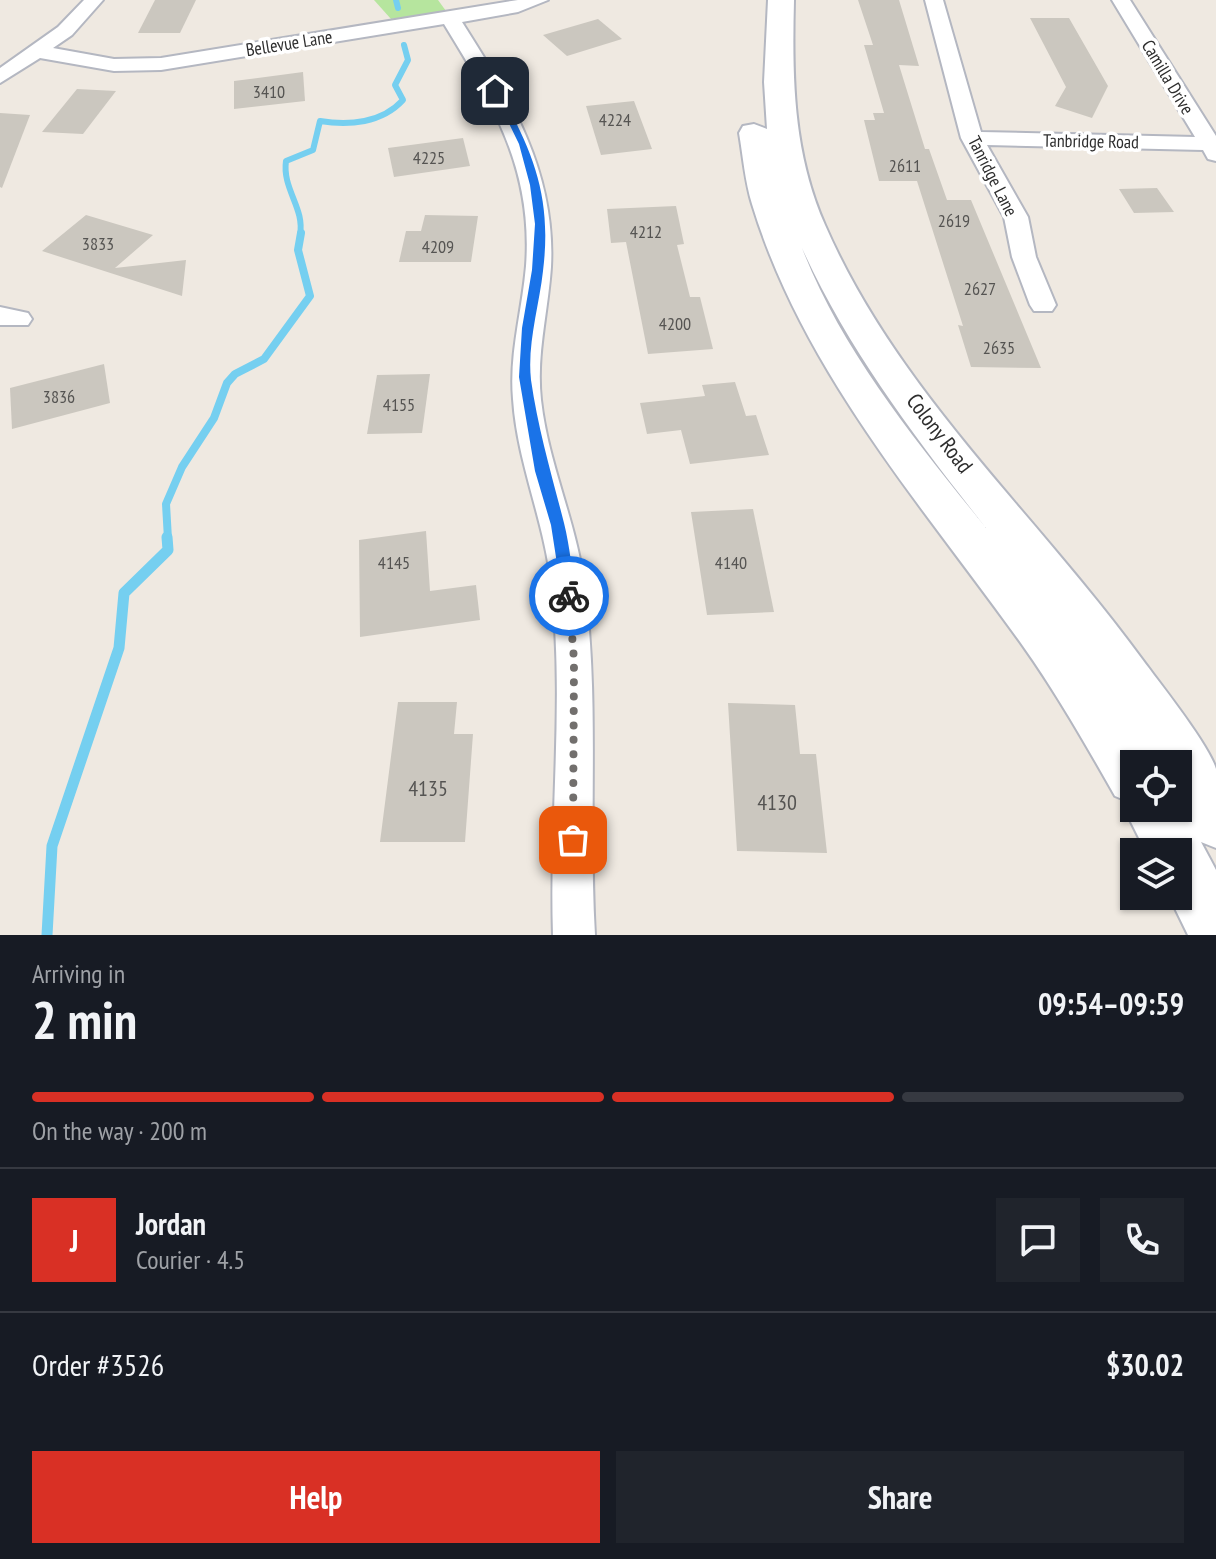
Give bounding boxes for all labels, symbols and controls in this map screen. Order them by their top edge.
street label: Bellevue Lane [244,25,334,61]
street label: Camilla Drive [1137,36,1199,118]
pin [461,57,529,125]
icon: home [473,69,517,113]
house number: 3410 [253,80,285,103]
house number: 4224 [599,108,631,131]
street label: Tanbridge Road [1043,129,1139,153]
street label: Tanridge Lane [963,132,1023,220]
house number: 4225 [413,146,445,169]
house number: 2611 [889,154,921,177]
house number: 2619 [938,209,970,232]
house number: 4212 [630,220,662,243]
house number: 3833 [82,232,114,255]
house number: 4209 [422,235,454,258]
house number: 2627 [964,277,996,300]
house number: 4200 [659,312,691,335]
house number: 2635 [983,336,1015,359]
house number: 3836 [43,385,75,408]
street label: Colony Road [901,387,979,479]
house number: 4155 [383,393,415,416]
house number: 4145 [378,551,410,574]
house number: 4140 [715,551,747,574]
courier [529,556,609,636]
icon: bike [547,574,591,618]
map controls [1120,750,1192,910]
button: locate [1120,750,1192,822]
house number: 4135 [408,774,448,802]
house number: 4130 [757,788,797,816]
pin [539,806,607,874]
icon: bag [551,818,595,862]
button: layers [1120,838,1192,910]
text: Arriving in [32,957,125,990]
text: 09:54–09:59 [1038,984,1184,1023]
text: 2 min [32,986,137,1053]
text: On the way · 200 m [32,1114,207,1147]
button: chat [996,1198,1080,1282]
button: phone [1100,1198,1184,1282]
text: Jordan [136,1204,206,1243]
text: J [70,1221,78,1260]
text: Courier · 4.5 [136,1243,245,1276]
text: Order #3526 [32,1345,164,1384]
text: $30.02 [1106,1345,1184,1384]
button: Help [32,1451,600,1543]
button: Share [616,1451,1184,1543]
═══
» The task: All lines of the records above with the word "icon" in them are to be copied.

» Your solution:
icon: home [473,69,517,113]
icon: bike [547,574,591,618]
icon: bag [551,818,595,862]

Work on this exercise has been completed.